[RAW DATA]
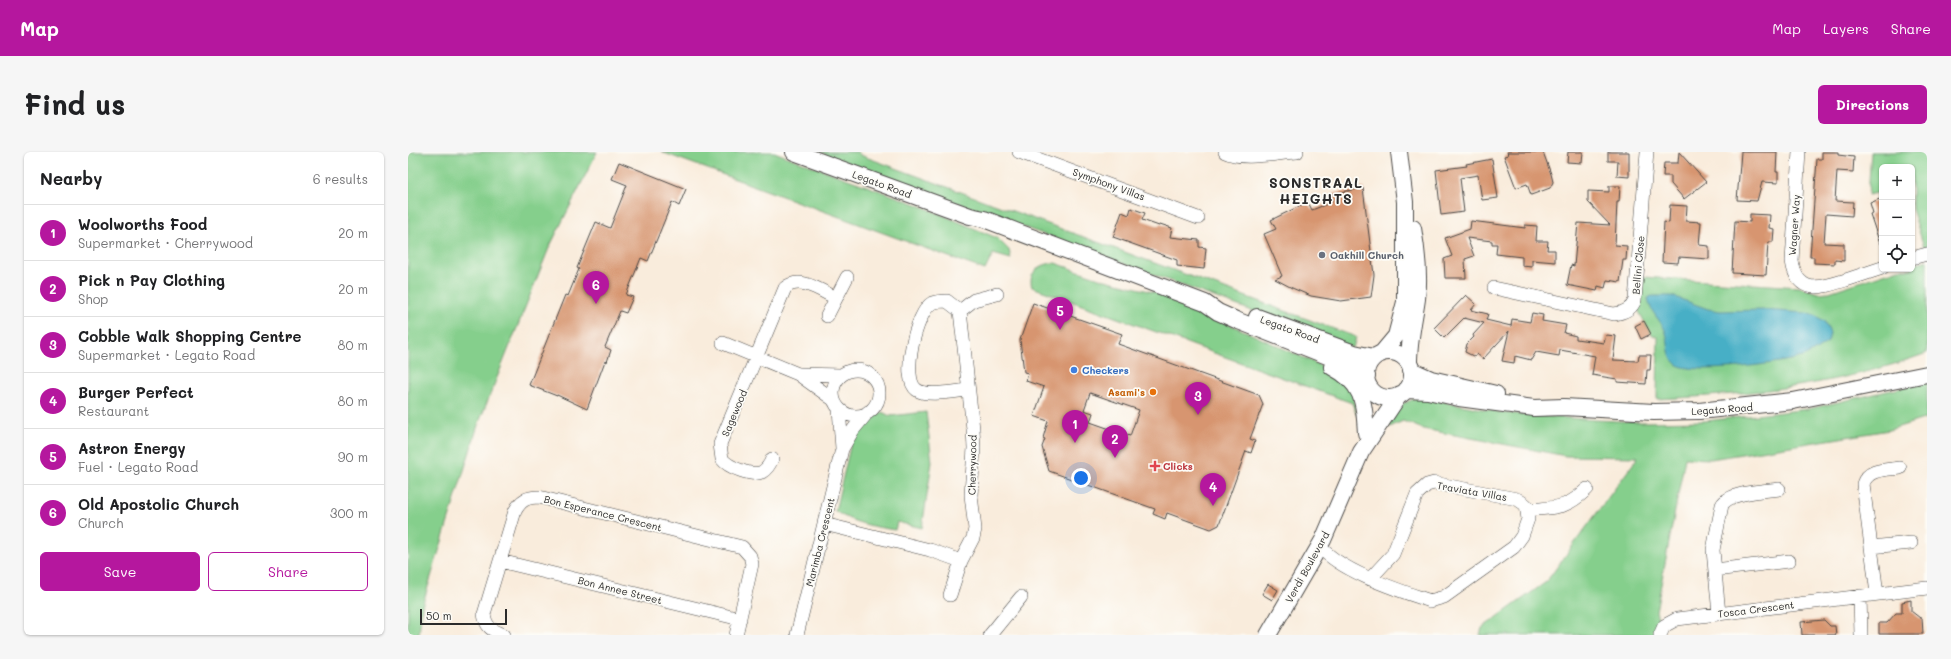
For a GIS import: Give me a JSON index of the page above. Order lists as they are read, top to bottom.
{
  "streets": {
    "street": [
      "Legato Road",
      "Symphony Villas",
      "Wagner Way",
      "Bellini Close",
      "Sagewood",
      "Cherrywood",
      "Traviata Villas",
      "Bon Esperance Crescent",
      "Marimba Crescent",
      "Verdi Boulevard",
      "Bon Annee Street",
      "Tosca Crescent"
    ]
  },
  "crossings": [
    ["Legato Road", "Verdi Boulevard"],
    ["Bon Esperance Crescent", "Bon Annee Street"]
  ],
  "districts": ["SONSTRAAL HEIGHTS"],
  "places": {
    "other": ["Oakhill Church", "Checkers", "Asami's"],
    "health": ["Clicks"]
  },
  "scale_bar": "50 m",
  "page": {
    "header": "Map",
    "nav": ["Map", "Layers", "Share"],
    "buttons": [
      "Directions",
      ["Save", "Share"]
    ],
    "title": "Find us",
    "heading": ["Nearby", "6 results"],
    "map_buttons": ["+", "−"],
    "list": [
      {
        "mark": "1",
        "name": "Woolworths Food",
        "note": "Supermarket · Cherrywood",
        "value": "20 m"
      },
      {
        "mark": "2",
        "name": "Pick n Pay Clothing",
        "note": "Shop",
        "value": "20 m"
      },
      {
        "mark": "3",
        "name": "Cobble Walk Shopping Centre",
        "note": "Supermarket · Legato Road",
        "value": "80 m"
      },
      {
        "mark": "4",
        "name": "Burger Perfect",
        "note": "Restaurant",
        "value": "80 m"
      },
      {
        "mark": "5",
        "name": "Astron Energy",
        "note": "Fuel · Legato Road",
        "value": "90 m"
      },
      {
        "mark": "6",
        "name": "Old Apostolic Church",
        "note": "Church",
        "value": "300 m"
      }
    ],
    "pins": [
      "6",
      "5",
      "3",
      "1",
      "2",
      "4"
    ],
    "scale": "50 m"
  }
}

...

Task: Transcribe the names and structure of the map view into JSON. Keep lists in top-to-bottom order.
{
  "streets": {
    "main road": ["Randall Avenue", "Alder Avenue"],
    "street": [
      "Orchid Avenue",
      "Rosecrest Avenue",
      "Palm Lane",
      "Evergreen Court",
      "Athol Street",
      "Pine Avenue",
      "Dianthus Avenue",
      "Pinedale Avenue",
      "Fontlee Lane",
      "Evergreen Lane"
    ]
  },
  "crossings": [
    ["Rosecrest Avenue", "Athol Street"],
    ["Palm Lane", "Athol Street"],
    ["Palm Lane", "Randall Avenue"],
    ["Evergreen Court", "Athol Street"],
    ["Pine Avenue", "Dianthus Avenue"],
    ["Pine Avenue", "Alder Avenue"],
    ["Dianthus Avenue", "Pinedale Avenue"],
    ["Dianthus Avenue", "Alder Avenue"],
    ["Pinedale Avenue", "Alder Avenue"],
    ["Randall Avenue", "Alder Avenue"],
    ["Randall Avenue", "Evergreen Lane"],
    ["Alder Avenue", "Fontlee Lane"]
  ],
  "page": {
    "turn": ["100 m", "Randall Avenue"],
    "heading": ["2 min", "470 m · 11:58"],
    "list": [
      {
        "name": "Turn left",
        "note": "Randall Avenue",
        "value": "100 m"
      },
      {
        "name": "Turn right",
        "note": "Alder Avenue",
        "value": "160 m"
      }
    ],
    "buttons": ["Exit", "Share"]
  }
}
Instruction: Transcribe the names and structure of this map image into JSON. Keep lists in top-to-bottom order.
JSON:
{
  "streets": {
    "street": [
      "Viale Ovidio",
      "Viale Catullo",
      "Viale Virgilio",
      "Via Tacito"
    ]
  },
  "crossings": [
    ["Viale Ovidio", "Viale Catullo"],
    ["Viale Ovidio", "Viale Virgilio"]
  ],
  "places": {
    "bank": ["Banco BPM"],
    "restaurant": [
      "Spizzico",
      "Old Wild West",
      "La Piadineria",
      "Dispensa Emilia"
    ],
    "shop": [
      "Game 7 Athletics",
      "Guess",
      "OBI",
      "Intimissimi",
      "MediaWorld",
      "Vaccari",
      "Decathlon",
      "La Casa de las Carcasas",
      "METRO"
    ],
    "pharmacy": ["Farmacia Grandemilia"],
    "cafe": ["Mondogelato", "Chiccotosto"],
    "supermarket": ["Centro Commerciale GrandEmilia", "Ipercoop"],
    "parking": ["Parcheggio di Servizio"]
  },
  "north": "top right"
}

...

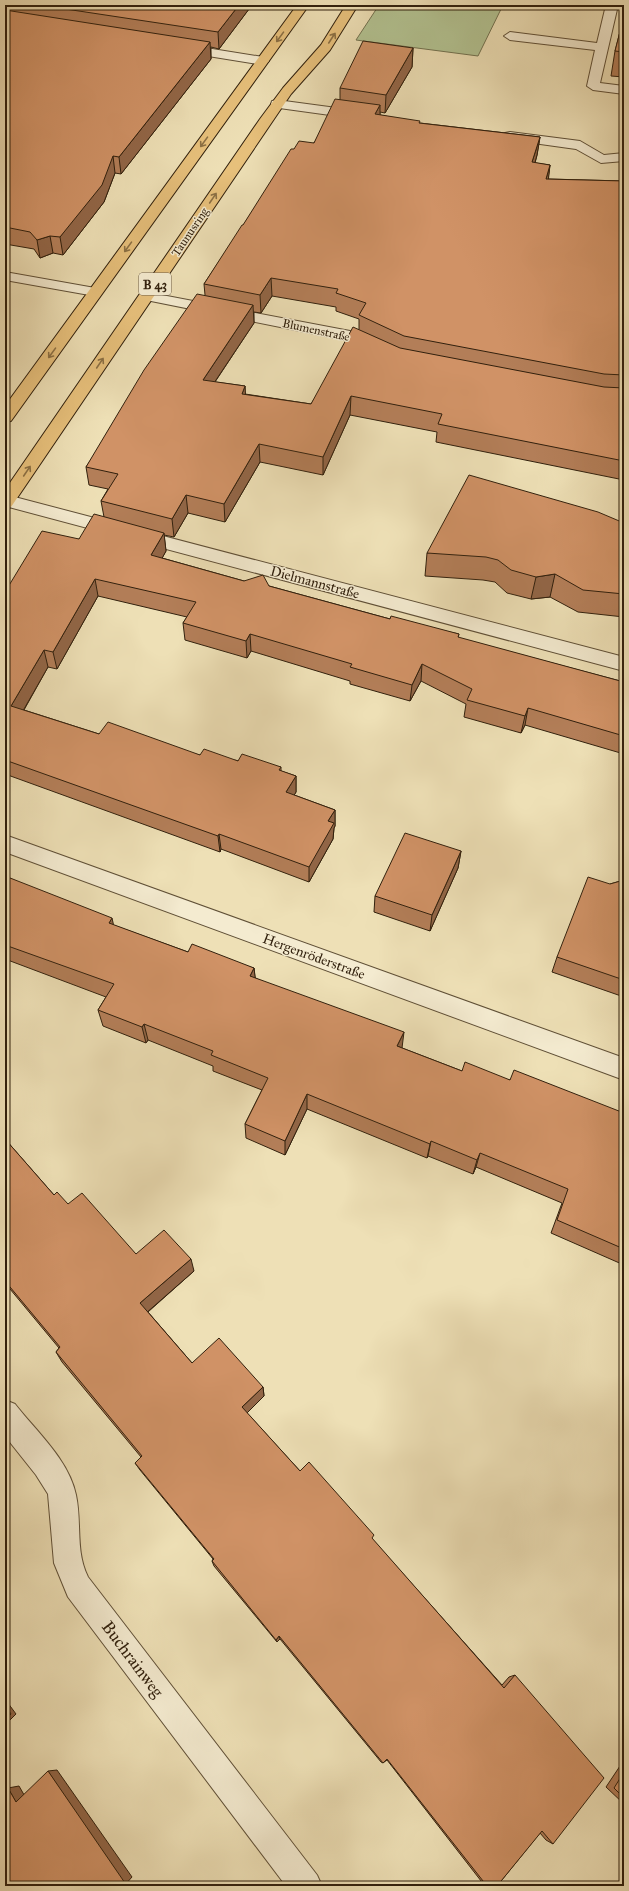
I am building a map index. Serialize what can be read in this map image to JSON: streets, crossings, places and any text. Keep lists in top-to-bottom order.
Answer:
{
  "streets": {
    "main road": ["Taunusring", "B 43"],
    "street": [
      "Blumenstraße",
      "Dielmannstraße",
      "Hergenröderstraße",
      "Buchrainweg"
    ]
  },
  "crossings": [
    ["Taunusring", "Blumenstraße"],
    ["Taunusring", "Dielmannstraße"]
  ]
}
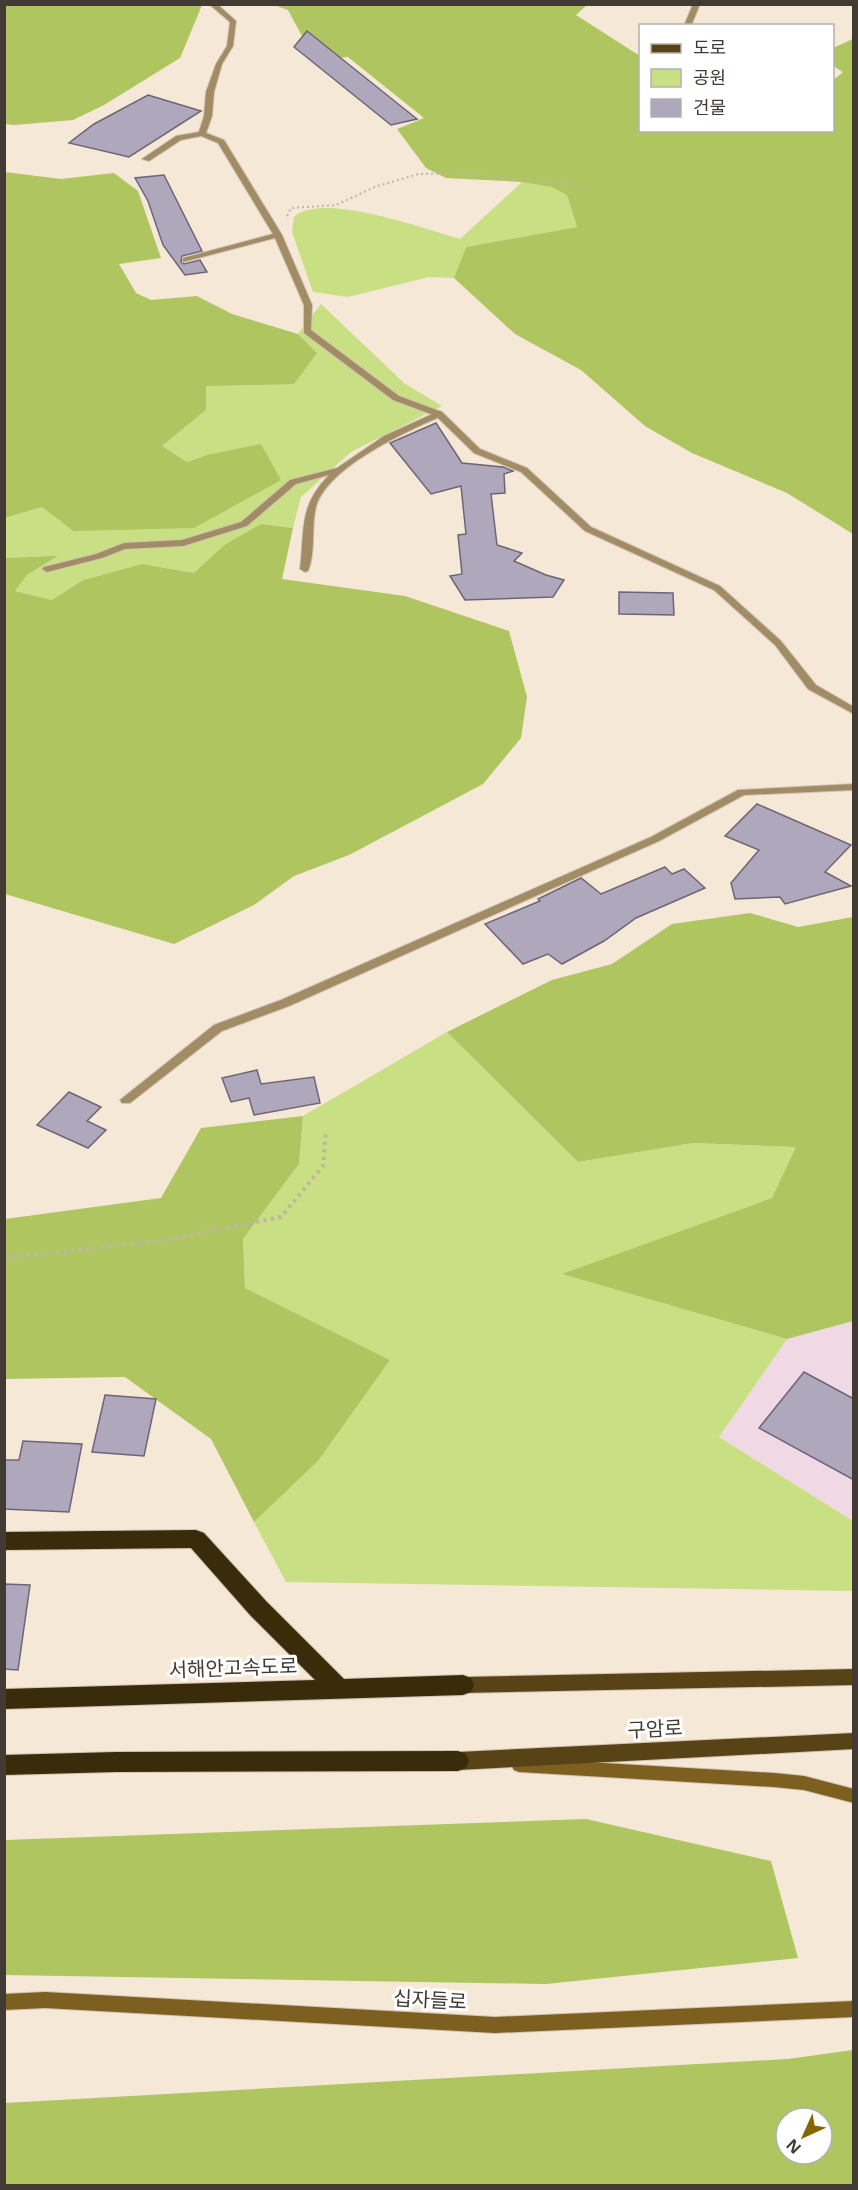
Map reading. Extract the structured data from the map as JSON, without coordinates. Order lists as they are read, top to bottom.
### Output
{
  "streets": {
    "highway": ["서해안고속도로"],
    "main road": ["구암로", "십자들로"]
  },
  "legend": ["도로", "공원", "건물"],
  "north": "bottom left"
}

[DESCRIPTION OF THE TASK]
A line belongs in the answer if it contains the word "this"; copy every such line from the data above.

[OUTPUT OF THE EXERCISE]
Instruction: Transcribe the names and structure of this map image into JSON. Keep lists in top-to-bottom order.
I am building a map index. Serialize what can be read in this map image to JSON: streets, crossings, places and any text. Keep lists in top-to-bottom order.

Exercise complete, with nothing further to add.